_WHAT TO WORK ON_: Copy every line of the data in which the word "addfcf" occurs.

_THE DATA_:
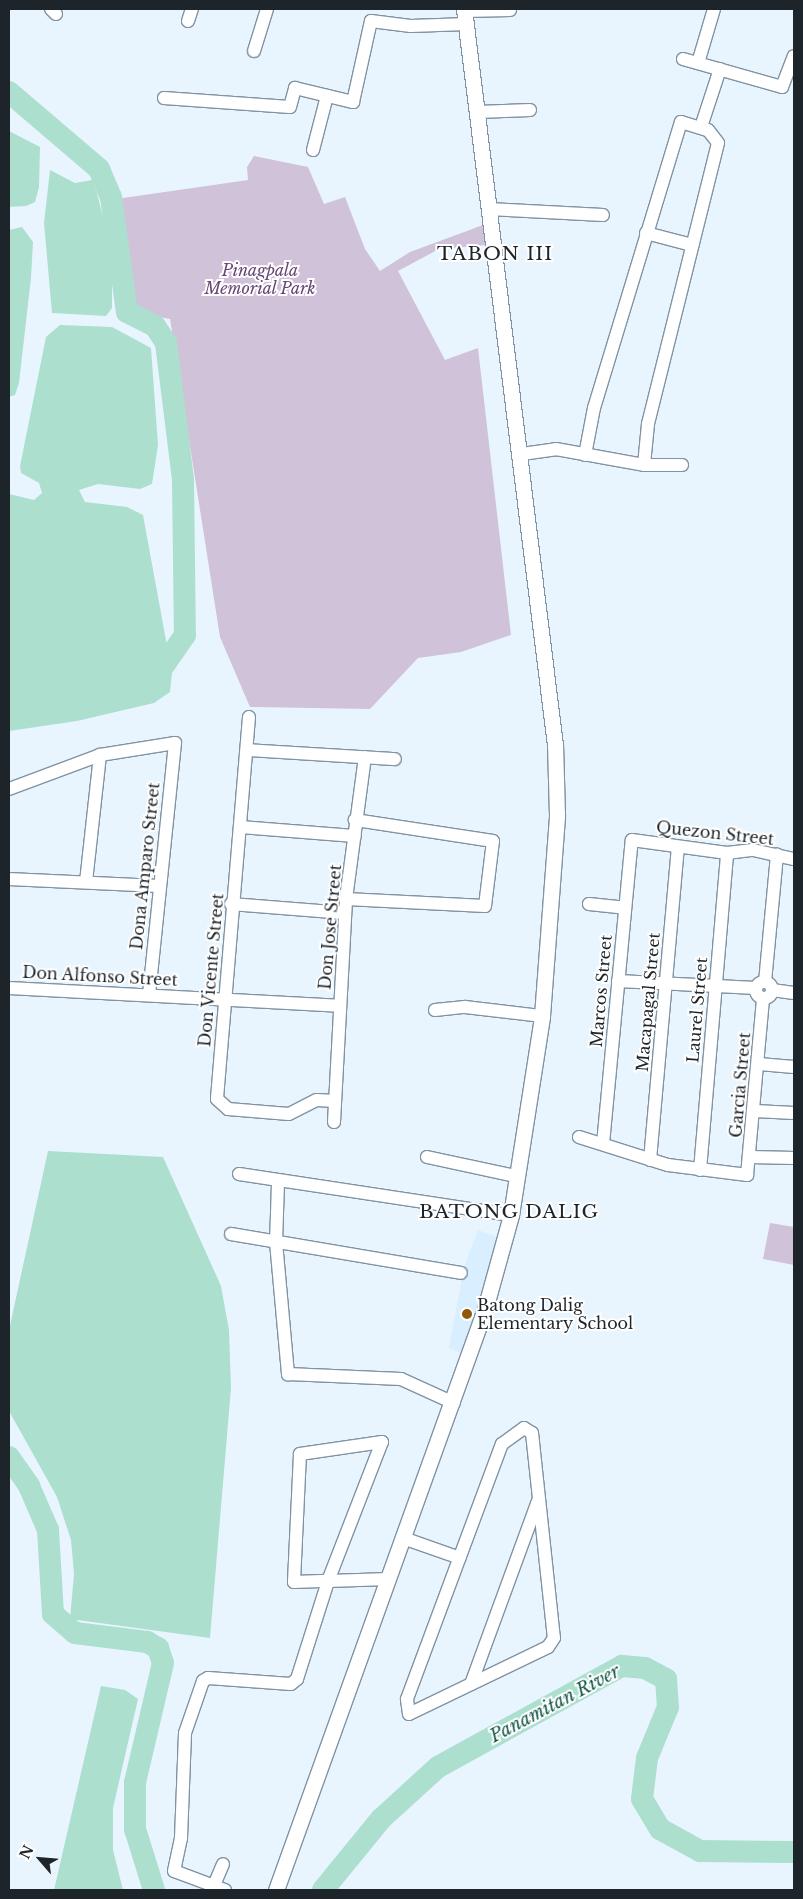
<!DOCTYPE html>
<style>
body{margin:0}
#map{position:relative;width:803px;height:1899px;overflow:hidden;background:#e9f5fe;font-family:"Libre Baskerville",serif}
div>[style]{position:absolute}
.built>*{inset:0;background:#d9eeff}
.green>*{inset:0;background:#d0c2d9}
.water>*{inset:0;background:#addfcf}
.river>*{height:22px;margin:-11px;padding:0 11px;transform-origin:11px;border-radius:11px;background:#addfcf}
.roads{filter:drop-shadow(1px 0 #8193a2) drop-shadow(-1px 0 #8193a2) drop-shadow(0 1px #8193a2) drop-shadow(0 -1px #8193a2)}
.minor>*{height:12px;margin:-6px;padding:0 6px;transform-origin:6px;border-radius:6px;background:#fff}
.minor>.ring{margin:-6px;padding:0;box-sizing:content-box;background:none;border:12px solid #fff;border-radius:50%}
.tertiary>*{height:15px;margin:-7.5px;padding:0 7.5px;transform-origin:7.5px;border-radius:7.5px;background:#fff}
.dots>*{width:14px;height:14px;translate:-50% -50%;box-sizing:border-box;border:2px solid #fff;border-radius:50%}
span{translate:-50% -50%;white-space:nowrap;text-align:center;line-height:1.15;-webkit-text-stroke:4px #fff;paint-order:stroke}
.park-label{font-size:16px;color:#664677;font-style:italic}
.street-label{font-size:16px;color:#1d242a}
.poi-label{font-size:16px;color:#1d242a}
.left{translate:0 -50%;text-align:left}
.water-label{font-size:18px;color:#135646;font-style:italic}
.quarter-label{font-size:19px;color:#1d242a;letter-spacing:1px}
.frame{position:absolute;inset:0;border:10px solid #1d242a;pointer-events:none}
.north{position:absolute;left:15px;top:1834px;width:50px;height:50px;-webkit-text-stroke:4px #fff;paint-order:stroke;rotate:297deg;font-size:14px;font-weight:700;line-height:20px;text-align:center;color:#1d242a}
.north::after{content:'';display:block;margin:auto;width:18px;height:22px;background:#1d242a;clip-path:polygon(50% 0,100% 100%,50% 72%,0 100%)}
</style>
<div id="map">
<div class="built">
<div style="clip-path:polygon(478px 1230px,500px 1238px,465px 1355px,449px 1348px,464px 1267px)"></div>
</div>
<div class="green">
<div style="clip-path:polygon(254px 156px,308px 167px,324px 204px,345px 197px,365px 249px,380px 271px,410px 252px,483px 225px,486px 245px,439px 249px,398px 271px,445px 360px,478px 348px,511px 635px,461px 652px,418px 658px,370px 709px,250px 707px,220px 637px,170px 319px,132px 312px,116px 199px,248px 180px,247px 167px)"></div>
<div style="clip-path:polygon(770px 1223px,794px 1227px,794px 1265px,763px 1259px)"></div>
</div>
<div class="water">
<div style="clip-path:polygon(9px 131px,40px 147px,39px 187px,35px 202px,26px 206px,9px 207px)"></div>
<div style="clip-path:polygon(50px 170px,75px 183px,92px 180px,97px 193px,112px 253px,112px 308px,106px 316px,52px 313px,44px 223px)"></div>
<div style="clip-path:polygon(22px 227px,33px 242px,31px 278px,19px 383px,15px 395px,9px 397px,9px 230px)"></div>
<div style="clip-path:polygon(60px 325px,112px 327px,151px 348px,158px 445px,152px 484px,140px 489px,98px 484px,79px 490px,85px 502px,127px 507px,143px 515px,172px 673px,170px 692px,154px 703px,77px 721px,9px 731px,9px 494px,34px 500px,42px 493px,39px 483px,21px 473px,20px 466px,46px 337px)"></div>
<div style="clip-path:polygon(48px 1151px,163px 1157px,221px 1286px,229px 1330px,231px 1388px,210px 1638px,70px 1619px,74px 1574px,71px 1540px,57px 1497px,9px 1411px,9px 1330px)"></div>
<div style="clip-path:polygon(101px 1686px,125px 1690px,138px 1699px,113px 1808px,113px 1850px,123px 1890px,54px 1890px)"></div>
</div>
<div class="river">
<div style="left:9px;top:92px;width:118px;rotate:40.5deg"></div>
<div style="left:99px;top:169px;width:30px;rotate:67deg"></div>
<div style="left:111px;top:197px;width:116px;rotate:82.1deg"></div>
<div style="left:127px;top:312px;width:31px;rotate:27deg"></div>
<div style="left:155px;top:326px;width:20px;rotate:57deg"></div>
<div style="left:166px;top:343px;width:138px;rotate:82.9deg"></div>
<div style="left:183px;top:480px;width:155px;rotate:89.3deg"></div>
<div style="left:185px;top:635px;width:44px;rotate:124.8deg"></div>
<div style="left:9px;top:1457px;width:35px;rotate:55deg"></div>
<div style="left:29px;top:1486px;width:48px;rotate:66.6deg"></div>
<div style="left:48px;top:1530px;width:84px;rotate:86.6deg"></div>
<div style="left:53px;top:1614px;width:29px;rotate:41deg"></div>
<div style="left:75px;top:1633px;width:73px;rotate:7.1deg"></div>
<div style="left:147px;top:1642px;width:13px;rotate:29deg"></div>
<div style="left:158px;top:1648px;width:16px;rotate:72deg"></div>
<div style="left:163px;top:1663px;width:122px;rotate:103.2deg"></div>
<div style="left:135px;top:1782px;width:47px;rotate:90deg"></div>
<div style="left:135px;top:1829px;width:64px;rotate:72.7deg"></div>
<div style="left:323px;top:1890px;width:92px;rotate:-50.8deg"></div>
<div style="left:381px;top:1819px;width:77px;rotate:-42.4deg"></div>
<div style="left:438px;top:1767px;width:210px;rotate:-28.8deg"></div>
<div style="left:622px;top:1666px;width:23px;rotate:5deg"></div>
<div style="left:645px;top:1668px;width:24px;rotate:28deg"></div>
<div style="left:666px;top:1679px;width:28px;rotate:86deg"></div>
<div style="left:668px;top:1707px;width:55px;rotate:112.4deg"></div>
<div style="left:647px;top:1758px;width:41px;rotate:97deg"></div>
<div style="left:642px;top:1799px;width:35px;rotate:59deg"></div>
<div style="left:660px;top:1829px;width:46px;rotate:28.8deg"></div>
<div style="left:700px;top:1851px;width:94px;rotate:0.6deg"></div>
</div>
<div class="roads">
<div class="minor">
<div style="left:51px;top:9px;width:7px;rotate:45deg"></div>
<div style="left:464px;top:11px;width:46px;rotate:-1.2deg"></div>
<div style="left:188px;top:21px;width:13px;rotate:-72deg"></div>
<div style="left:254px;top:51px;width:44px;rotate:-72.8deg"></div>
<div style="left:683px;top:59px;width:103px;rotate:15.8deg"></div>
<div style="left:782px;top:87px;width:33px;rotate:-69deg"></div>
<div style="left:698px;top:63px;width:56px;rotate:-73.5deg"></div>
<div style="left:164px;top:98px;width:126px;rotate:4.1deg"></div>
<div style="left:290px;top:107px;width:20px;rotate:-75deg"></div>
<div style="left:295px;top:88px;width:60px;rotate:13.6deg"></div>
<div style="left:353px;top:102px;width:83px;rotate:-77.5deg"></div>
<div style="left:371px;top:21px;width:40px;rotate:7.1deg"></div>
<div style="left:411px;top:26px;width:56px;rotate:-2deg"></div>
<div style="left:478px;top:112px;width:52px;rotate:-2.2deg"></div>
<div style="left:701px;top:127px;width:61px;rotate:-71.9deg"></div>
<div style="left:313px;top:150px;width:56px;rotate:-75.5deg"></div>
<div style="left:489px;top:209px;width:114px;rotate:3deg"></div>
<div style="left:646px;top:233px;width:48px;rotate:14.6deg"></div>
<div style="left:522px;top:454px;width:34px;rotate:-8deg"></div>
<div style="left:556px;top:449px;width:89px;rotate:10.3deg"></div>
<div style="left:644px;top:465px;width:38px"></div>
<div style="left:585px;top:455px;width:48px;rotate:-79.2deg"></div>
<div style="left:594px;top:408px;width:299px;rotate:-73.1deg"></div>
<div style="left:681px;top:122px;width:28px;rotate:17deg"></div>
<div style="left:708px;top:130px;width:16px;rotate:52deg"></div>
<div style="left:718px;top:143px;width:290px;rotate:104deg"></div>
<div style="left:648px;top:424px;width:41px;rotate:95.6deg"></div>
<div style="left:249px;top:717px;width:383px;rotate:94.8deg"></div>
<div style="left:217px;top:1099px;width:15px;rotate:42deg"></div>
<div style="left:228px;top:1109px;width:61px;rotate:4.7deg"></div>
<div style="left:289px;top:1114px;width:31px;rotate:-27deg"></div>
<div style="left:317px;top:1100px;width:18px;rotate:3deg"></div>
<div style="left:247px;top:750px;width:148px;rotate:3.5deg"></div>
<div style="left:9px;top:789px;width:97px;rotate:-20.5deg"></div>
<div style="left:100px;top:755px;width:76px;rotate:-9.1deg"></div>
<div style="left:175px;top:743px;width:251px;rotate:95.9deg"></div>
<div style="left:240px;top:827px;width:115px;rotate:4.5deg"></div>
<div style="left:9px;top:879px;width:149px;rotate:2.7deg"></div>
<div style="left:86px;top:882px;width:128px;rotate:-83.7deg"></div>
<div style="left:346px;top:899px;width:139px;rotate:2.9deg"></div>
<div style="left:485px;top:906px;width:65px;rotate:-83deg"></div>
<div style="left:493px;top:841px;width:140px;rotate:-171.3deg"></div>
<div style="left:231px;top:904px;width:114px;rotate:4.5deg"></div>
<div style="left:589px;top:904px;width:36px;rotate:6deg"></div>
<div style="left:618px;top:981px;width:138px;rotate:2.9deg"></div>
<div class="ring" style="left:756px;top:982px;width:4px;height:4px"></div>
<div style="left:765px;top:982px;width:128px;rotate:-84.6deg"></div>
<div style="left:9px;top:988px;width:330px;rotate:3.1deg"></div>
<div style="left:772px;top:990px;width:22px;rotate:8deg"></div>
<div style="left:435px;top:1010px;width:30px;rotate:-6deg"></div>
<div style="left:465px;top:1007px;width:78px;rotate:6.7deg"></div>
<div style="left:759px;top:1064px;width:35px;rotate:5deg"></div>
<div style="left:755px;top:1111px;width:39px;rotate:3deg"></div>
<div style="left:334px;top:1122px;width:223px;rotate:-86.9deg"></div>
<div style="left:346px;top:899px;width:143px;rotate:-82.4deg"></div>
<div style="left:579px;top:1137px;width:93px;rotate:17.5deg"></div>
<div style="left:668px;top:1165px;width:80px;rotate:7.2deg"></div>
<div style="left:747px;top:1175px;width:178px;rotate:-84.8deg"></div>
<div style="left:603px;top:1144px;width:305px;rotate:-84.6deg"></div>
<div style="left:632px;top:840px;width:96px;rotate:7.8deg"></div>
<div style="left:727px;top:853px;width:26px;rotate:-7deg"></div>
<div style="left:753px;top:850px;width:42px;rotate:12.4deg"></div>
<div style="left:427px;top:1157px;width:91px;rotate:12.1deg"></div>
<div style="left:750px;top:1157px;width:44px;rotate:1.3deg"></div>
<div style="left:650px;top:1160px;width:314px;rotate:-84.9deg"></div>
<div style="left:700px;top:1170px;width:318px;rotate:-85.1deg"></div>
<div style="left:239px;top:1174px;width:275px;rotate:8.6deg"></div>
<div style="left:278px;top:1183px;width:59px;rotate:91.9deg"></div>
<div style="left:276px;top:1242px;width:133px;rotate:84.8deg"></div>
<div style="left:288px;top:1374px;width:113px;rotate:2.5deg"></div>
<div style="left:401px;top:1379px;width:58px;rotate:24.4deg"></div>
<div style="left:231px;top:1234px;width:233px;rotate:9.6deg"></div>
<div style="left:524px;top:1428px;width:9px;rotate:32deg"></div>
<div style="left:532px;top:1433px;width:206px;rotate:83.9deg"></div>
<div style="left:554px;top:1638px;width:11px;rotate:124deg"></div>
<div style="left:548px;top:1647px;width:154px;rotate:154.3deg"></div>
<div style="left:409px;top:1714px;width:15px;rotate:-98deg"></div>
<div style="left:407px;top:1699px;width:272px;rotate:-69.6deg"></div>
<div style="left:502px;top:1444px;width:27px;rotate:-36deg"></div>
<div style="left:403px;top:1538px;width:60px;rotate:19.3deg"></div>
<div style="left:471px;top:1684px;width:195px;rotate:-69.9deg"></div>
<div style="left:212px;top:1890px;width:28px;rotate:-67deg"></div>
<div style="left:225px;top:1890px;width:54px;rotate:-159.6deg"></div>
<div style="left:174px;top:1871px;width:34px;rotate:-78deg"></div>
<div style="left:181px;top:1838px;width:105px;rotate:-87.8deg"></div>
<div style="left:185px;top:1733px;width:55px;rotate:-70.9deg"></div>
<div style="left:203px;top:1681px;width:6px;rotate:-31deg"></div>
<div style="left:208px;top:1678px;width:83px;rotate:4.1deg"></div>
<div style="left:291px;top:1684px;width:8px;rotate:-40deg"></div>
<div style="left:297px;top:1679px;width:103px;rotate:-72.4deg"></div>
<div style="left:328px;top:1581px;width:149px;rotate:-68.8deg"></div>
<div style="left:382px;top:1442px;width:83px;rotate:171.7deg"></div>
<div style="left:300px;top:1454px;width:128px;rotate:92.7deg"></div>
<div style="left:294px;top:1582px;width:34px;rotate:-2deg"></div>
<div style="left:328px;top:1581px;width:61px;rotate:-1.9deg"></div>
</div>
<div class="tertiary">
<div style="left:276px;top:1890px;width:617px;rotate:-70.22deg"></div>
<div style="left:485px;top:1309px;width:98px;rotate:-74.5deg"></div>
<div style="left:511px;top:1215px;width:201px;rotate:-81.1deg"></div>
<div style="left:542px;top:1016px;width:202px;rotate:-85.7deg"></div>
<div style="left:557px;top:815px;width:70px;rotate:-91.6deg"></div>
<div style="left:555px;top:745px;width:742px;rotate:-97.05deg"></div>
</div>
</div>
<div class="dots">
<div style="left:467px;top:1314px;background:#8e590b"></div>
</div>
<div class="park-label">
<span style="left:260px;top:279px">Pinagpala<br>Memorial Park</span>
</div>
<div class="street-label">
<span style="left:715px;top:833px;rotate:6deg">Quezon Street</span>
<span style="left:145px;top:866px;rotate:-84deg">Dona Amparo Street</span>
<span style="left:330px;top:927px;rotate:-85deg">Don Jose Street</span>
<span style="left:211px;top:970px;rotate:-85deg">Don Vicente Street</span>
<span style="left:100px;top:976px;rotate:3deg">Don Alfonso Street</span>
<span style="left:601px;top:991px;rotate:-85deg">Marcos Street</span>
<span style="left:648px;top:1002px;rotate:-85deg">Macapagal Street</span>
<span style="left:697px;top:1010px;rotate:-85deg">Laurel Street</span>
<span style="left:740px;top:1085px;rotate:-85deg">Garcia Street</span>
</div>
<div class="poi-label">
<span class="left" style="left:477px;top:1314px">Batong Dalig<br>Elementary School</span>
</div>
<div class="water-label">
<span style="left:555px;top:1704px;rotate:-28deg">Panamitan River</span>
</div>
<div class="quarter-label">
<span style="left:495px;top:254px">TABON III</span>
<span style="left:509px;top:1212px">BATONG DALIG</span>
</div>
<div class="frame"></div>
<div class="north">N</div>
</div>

_ANSWER_:
.water>*{inset:0;background:#addfcf}
.river>*{height:22px;margin:-11px;padding:0 11px;transform-origin:11px;border-radius:11px;background:#addfcf}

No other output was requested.